▸ **Task description**
Below are several entries. Transcribe exactly those lines that fall from the one with "692px,889px 755px,905px 783px,862px" through the one with "0,2089px 0,2178px 147px,2178px", end lines included.

▸ **Stored data**
····················

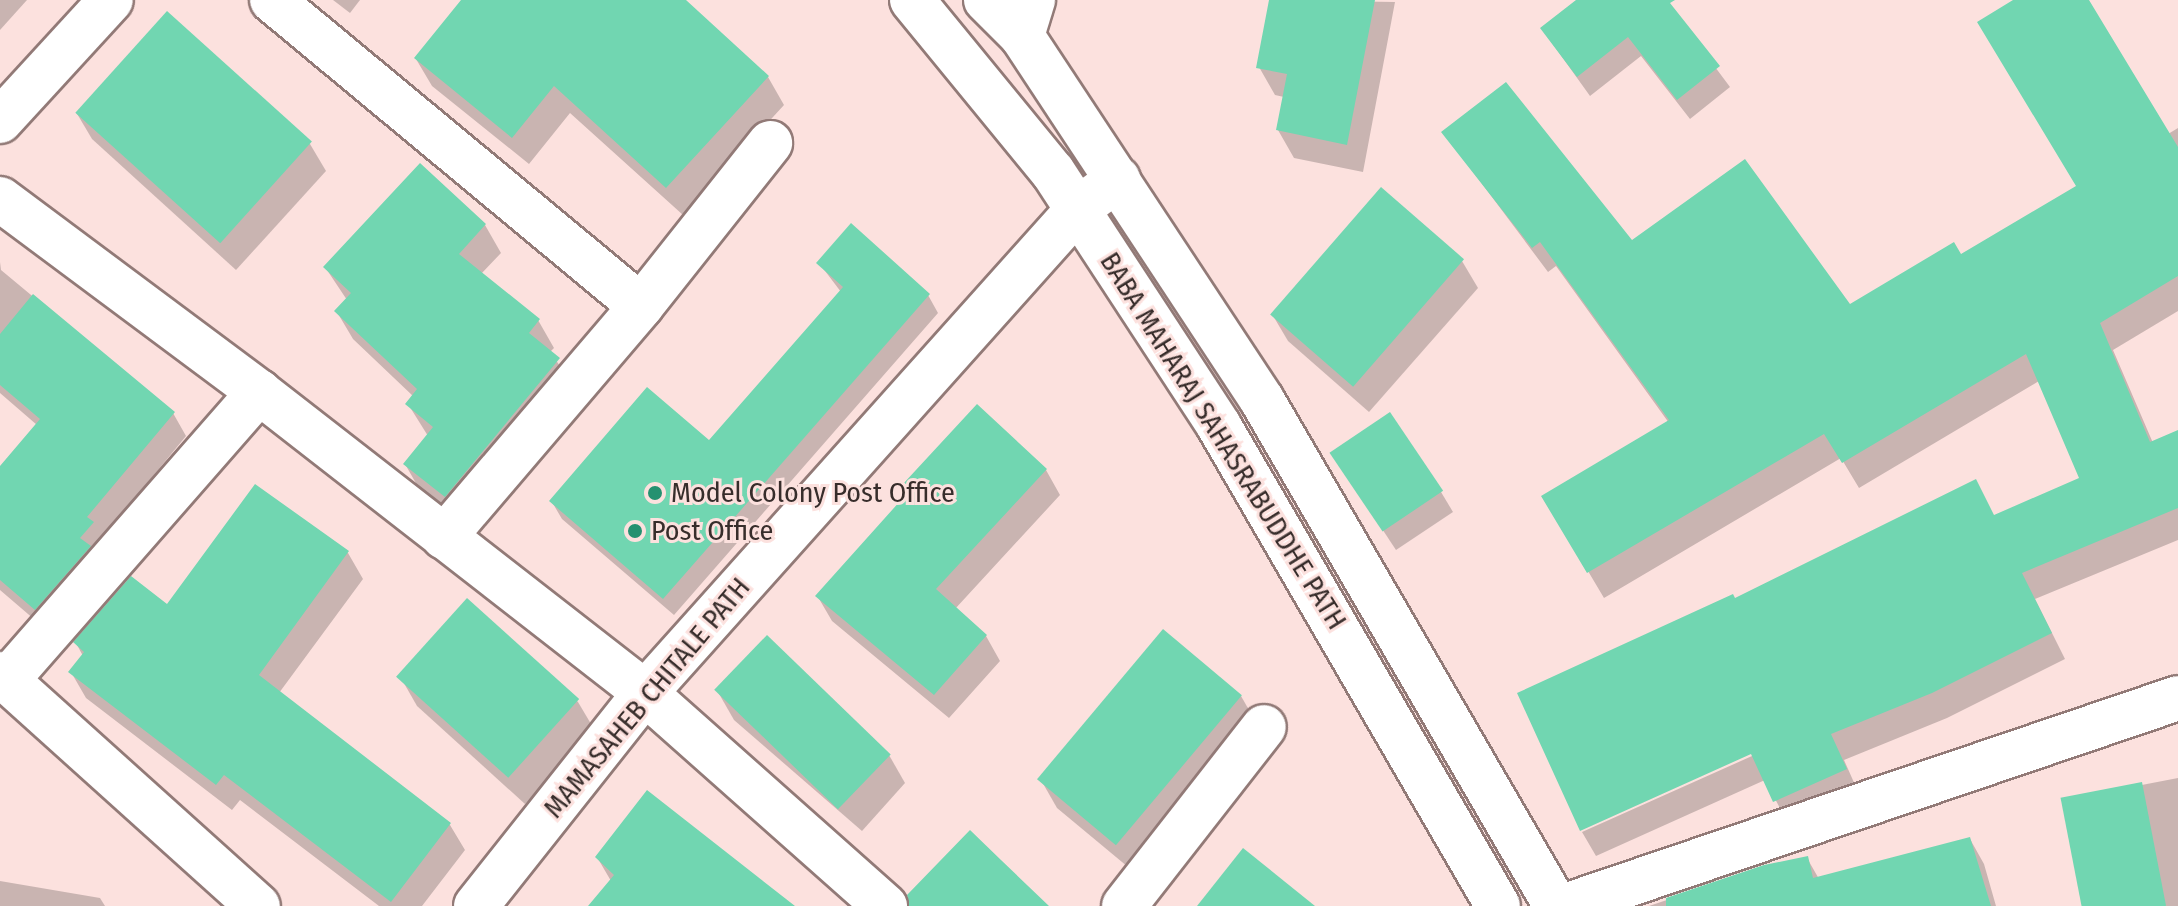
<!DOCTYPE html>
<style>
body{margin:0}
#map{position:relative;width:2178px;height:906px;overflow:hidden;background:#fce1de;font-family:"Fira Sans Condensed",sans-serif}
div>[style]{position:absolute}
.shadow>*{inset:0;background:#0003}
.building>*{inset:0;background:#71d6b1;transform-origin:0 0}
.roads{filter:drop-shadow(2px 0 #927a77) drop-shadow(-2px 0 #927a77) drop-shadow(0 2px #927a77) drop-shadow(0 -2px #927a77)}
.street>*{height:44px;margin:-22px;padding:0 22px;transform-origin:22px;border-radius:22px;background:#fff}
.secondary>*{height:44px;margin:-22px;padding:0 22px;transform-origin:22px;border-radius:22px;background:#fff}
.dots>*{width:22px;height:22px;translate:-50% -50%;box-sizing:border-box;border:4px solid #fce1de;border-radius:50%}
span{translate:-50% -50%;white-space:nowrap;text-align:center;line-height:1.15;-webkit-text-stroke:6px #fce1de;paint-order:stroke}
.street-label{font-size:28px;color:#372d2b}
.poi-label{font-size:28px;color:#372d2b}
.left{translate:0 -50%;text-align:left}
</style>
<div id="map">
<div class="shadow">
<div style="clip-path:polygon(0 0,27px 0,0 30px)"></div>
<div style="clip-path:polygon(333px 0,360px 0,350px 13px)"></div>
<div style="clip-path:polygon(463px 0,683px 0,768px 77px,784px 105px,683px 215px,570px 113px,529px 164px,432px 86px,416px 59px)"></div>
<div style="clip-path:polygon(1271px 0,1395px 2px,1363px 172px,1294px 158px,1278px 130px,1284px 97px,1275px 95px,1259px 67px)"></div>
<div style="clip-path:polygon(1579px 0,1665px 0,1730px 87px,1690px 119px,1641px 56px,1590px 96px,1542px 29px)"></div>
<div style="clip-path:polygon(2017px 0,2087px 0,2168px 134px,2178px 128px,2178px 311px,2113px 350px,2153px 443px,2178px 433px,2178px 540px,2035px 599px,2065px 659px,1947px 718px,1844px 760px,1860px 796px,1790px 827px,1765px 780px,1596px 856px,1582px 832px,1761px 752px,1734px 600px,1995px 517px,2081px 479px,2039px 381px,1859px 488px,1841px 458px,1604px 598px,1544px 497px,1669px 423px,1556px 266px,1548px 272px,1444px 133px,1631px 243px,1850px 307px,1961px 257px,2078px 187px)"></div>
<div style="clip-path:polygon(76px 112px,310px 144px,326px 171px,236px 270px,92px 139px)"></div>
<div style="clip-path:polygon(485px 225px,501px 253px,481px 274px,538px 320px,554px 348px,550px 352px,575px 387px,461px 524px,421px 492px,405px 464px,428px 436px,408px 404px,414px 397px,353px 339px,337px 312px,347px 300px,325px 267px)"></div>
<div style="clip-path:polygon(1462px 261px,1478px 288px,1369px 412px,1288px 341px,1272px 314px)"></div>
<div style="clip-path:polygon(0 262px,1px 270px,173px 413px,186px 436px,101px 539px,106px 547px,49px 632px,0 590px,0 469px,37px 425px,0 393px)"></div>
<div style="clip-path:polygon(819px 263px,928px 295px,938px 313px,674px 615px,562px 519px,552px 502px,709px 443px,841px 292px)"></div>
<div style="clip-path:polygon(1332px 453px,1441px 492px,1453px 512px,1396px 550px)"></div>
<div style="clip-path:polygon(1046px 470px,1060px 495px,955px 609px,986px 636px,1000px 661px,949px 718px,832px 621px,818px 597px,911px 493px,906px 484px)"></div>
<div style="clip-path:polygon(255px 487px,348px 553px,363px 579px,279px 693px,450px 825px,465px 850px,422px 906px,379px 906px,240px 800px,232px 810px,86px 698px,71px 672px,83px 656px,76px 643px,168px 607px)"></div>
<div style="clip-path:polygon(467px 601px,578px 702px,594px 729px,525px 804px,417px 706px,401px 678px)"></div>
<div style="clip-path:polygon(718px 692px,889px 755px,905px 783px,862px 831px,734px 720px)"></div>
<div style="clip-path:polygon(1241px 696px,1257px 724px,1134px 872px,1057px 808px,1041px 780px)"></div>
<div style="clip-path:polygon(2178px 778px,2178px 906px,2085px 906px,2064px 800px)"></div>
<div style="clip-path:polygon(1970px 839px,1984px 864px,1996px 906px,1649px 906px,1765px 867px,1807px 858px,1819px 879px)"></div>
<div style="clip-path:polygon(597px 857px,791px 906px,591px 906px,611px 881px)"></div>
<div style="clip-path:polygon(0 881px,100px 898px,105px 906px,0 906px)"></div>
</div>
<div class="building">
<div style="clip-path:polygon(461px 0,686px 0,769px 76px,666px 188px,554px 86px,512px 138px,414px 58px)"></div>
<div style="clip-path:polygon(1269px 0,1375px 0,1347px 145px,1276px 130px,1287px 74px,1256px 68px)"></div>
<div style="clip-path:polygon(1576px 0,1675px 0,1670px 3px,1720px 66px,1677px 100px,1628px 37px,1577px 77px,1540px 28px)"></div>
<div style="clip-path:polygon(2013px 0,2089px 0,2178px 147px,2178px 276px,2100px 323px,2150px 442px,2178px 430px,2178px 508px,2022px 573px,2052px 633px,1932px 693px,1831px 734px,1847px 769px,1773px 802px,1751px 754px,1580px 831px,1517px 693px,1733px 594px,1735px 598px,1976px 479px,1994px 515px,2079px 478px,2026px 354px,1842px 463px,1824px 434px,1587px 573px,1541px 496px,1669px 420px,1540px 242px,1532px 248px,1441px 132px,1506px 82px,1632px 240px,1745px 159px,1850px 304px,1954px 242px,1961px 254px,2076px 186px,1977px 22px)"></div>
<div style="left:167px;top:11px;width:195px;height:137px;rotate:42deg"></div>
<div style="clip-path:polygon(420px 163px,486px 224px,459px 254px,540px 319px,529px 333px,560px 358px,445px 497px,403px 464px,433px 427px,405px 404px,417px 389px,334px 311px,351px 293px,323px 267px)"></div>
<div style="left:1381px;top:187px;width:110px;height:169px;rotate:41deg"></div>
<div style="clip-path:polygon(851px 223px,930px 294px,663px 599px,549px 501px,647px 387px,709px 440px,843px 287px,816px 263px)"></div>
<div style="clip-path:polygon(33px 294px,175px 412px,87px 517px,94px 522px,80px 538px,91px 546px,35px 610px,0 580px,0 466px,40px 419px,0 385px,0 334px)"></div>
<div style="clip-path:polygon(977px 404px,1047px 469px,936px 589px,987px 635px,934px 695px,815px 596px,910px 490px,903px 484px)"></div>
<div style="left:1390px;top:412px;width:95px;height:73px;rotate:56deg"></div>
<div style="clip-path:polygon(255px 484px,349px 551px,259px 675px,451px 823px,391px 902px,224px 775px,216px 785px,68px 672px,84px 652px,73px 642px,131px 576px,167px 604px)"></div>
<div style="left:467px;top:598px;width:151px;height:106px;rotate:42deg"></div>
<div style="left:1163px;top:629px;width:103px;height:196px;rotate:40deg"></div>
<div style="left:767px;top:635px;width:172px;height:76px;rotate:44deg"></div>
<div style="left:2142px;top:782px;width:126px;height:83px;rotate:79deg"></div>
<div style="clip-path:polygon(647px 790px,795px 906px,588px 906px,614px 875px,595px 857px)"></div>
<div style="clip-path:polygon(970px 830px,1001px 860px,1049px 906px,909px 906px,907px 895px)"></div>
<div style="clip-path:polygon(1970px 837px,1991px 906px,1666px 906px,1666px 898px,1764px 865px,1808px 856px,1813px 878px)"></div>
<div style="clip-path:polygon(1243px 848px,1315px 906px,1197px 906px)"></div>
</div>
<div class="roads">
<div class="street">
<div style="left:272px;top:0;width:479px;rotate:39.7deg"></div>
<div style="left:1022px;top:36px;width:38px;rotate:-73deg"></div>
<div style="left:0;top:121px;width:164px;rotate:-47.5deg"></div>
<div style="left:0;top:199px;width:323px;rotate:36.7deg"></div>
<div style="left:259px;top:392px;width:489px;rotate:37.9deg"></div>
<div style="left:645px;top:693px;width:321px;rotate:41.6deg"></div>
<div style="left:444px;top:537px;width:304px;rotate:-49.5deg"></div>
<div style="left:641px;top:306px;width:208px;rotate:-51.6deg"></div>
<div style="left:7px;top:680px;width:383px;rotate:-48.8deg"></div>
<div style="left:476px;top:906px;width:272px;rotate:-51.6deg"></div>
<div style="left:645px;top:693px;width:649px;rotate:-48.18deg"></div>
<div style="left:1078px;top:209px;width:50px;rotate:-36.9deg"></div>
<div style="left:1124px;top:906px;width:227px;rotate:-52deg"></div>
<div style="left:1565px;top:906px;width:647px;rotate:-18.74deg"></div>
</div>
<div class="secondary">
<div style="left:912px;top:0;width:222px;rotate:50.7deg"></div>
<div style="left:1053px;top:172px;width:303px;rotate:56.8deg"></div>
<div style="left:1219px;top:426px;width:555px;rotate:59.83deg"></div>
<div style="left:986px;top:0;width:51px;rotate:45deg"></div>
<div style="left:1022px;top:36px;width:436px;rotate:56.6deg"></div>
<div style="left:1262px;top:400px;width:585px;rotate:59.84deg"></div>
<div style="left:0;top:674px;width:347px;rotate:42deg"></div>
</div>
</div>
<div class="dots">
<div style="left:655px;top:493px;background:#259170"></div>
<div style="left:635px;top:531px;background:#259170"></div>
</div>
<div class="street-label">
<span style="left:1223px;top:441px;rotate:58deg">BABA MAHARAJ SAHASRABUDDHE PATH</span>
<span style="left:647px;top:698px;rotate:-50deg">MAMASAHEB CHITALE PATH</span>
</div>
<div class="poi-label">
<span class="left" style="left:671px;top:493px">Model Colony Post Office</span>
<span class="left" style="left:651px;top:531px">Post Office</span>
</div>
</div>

····················

▸ **Result for this exercise**
<div style="clip-path:polygon(718px 692px,889px 755px,905px 783px,862px 831px,734px 720px)"></div>
<div style="clip-path:polygon(1241px 696px,1257px 724px,1134px 872px,1057px 808px,1041px 780px)"></div>
<div style="clip-path:polygon(2178px 778px,2178px 906px,2085px 906px,2064px 800px)"></div>
<div style="clip-path:polygon(1970px 839px,1984px 864px,1996px 906px,1649px 906px,1765px 867px,1807px 858px,1819px 879px)"></div>
<div style="clip-path:polygon(597px 857px,791px 906px,591px 906px,611px 881px)"></div>
<div style="clip-path:polygon(0 881px,100px 898px,105px 906px,0 906px)"></div>
</div>
<div class="building">
<div style="clip-path:polygon(461px 0,686px 0,769px 76px,666px 188px,554px 86px,512px 138px,414px 58px)"></div>
<div style="clip-path:polygon(1269px 0,1375px 0,1347px 145px,1276px 130px,1287px 74px,1256px 68px)"></div>
<div style="clip-path:polygon(1576px 0,1675px 0,1670px 3px,1720px 66px,1677px 100px,1628px 37px,1577px 77px,1540px 28px)"></div>
<div style="clip-path:polygon(2013px 0,2089px 0,2178px 147px,2178px 276px,2100px 323px,2150px 442px,2178px 430px,2178px 508px,2022px 573px,2052px 633px,1932px 693px,1831px 734px,1847px 769px,1773px 802px,1751px 754px,1580px 831px,1517px 693px,1733px 594px,1735px 598px,1976px 479px,1994px 515px,2079px 478px,2026px 354px,1842px 463px,1824px 434px,1587px 573px,1541px 496px,1669px 420px,1540px 242px,1532px 248px,1441px 132px,1506px 82px,1632px 240px,1745px 159px,1850px 304px,1954px 242px,1961px 254px,2076px 186px,1977px 22px)"></div>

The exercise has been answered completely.